Hello,

I have a conceptual problem of performance with RooDataSet.

Let’s consider that we have a huge TTree sample, I mean with *plenty of variables*.

I measure the performance of execution of two programs.

***The first program (1) does the following

a) unbranch all variables

tree->SetBranchStatus("*",0); //unbranch everything

b) branch only two variables

c) create a new TTree that stores only the two variables

–>This first program is extremely fast at execution stage : typically 20 seconds on lxplus

Please note that this program, by definition, has looped on all events of the big TTree.

***The second program (2) does the following

a) unbranch all variables

tree->SetBranchStatus("*",0); //unbranch everything

b) branch only the same two variables

c) create a RooDataSet from the big Tree and using a RooArgSet that contains only the two variables of interest.

–>the program is extremly slow : typically 35 minutes on lxplus

So, I have the solution to create a new TTree that has only the two variables, but somehow, this is not completely satisfactory, and not logic.
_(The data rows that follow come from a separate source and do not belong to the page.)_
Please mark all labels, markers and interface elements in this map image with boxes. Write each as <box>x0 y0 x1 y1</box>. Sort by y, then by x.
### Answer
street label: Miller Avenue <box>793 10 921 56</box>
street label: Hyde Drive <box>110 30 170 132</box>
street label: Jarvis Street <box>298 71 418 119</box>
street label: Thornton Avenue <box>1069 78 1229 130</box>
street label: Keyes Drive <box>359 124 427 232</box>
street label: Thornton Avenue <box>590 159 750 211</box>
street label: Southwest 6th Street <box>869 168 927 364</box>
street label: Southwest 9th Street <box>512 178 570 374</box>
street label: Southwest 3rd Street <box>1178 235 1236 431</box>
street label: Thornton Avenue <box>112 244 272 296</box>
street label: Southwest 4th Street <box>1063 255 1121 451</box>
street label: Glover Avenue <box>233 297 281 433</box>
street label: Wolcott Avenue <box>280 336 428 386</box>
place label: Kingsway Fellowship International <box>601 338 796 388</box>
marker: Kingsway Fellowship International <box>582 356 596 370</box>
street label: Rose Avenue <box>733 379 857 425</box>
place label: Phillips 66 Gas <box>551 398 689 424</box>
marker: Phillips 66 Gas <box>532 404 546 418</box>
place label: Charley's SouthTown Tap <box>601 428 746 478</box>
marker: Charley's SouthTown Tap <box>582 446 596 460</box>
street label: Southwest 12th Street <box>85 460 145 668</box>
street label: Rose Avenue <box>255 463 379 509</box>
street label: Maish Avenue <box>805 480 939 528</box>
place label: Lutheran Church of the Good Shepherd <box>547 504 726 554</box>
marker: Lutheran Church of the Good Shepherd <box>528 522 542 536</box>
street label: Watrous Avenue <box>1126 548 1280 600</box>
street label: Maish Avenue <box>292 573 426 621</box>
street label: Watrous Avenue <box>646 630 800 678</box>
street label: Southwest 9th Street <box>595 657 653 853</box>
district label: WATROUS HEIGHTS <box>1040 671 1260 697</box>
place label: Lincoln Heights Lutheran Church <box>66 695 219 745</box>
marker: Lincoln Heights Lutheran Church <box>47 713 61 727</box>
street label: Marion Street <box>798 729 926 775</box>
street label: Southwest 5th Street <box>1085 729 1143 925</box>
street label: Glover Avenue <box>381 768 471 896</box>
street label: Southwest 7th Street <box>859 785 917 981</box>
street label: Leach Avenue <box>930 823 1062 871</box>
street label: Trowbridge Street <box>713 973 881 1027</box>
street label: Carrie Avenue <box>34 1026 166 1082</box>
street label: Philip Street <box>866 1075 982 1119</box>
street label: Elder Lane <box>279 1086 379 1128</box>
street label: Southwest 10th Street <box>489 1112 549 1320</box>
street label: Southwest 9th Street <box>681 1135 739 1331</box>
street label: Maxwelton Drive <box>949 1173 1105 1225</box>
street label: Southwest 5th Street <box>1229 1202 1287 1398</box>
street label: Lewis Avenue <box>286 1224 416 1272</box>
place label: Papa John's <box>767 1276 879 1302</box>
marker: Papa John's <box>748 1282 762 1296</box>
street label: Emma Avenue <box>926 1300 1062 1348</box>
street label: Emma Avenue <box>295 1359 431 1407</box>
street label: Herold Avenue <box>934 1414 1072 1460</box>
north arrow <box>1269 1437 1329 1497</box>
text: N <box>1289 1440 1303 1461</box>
It looks like RooDataSet considers all variables of the TTree, for unknown reason.

My question is : why allocating a RooDataSet from a TTree, considers all variables since I explicitely put only two variables in the RooArgSet,

and I explicitely switch off almost all of the variables by the procedure in (a) and (b).

Would somebody has an explanation and/or solution ?

thank you for your help

(Just in case, even if it should be necessary in order to understand the problem above, here is a minimal example here :

/afs/cern.ch/work/e/escalier/public/RooDataSet_SlowWhy

)